* **Collected data**
§
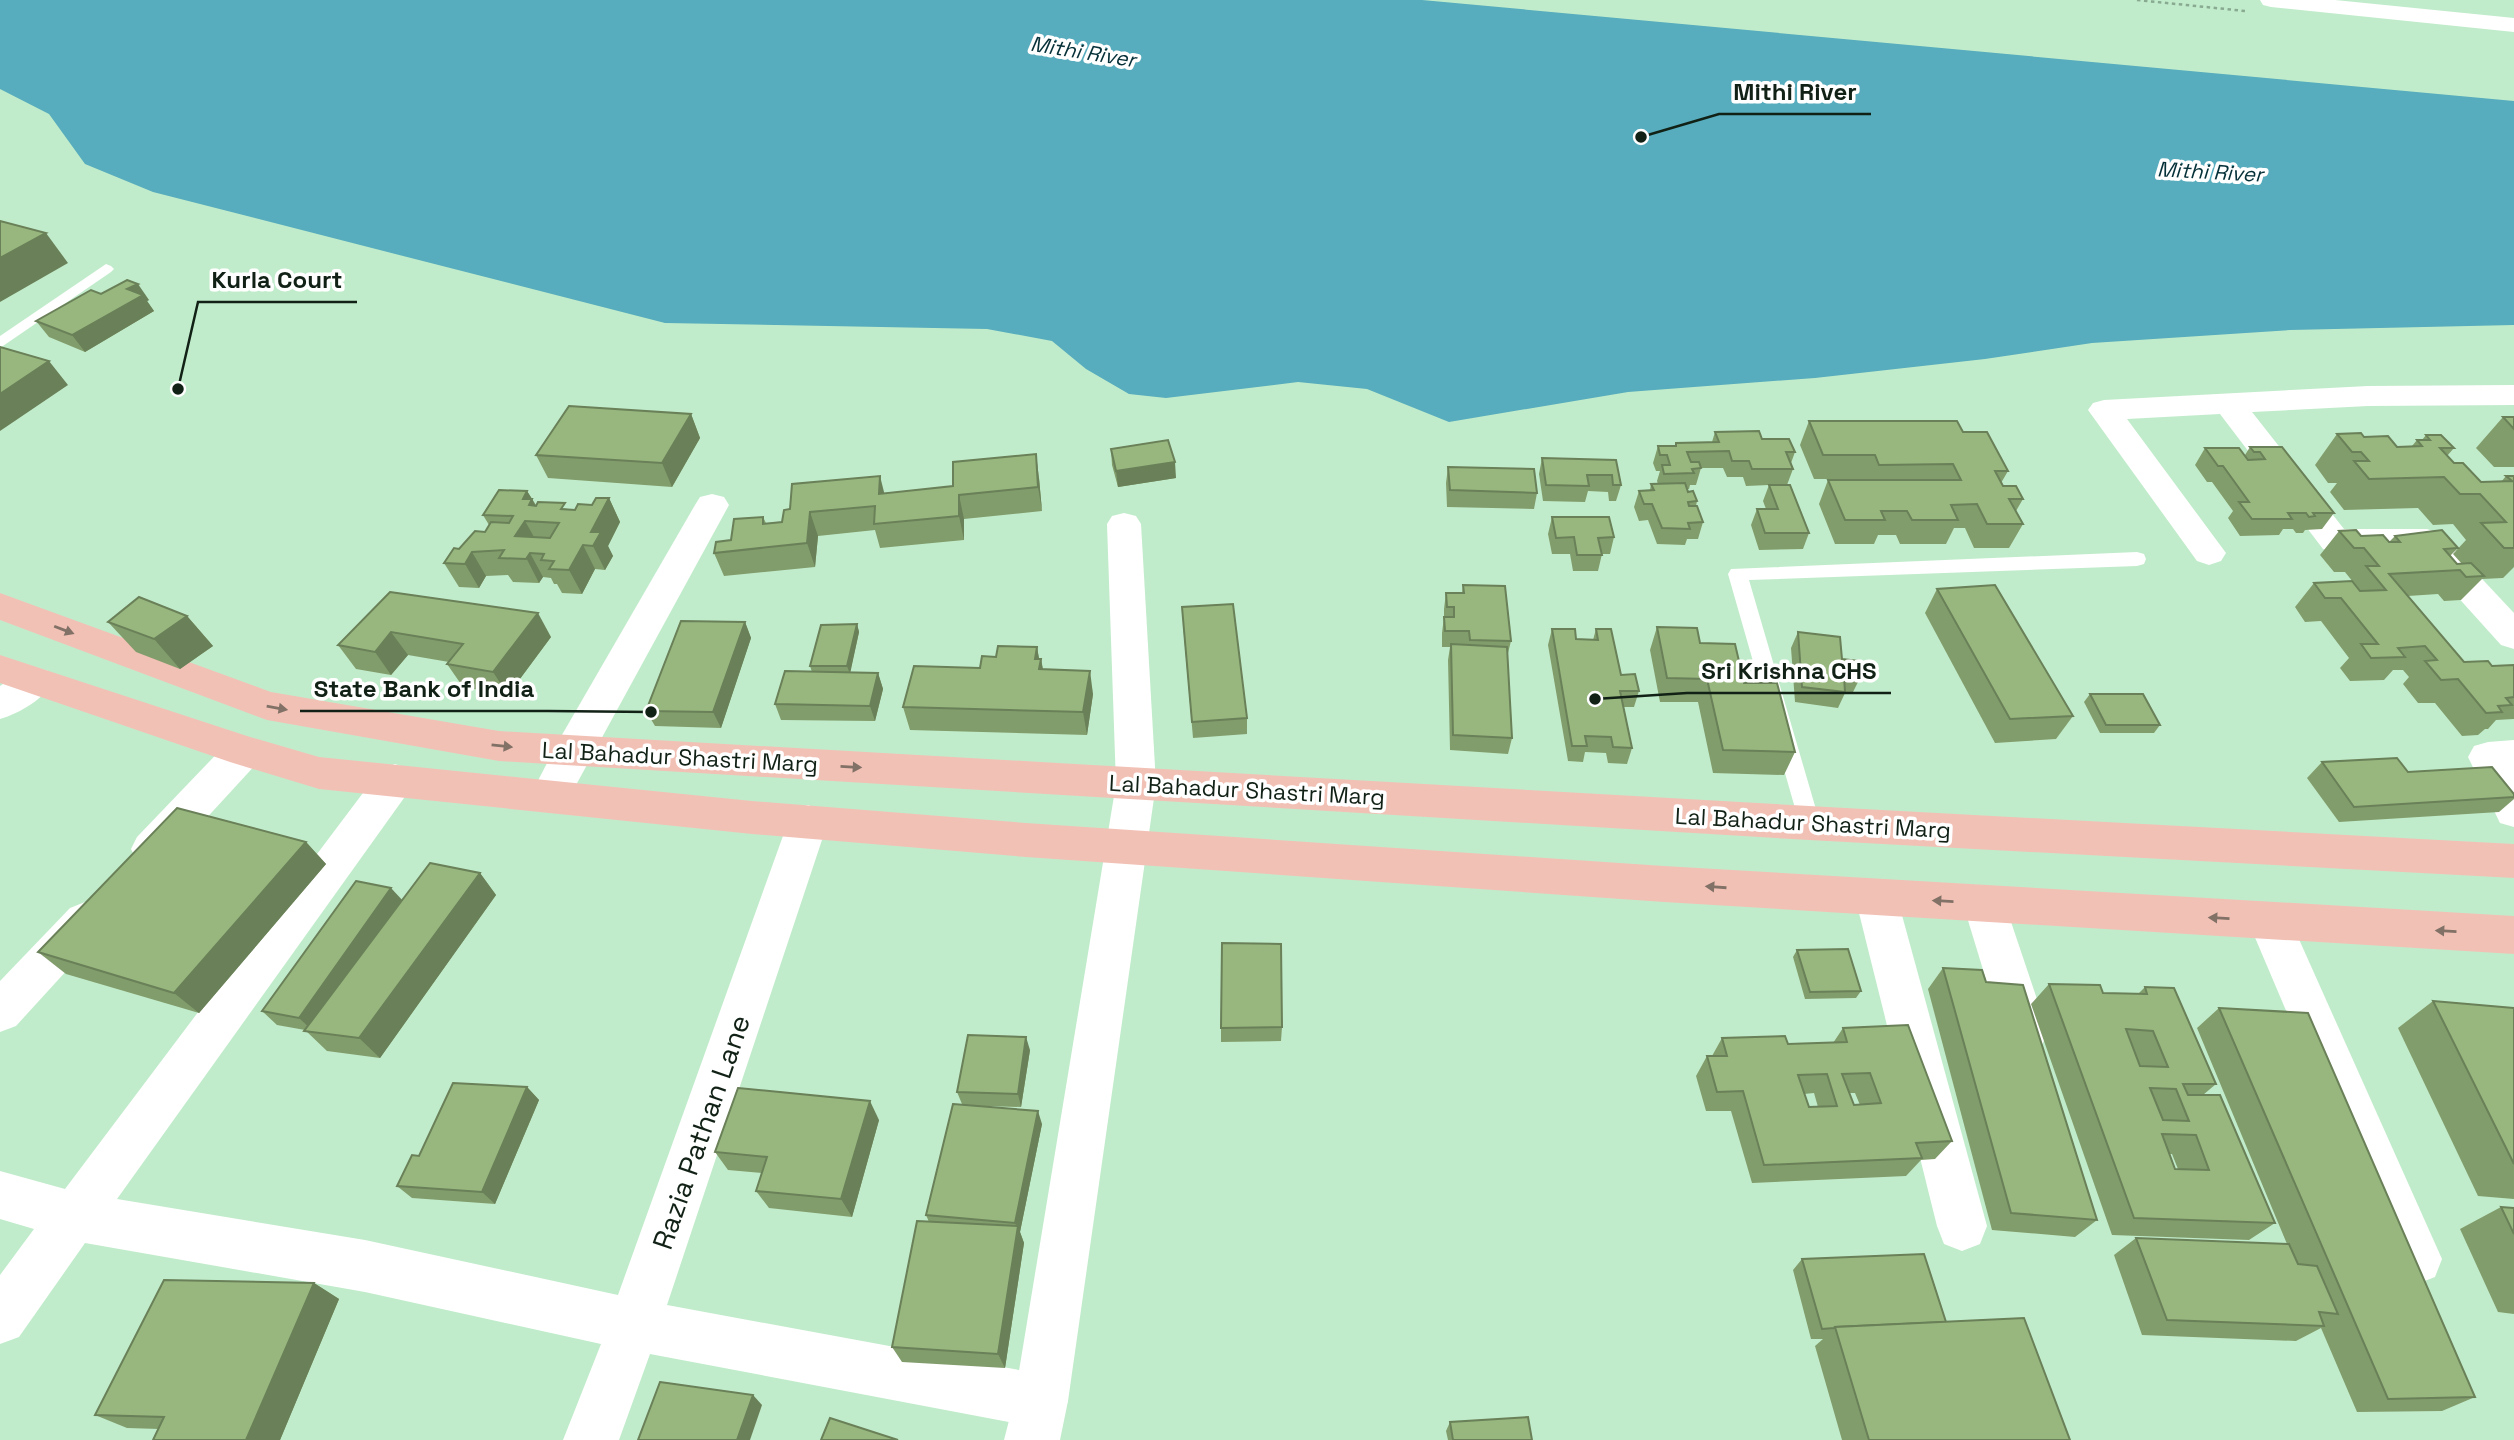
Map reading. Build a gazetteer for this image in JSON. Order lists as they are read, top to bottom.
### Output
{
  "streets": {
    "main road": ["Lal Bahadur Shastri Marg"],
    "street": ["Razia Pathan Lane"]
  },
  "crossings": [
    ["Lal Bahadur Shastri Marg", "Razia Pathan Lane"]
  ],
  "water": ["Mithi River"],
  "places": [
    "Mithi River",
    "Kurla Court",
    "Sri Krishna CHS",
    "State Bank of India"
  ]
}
§
* **What to produce**
Give every record again without changing a word. Exclude the pictures.

* **Answer below**
Map reading. Build a gazetteer for this image in JSON. Order lists as they are read, top to bottom.
### Output
{
  "streets": {
    "main road": ["Lal Bahadur Shastri Marg"],
    "street": ["Razia Pathan Lane"]
  },
  "crossings": [
    ["Lal Bahadur Shastri Marg", "Razia Pathan Lane"]
  ],
  "water": ["Mithi River"],
  "places": [
    "Mithi River",
    "Kurla Court",
    "Sri Krishna CHS",
    "State Bank of India"
  ]
}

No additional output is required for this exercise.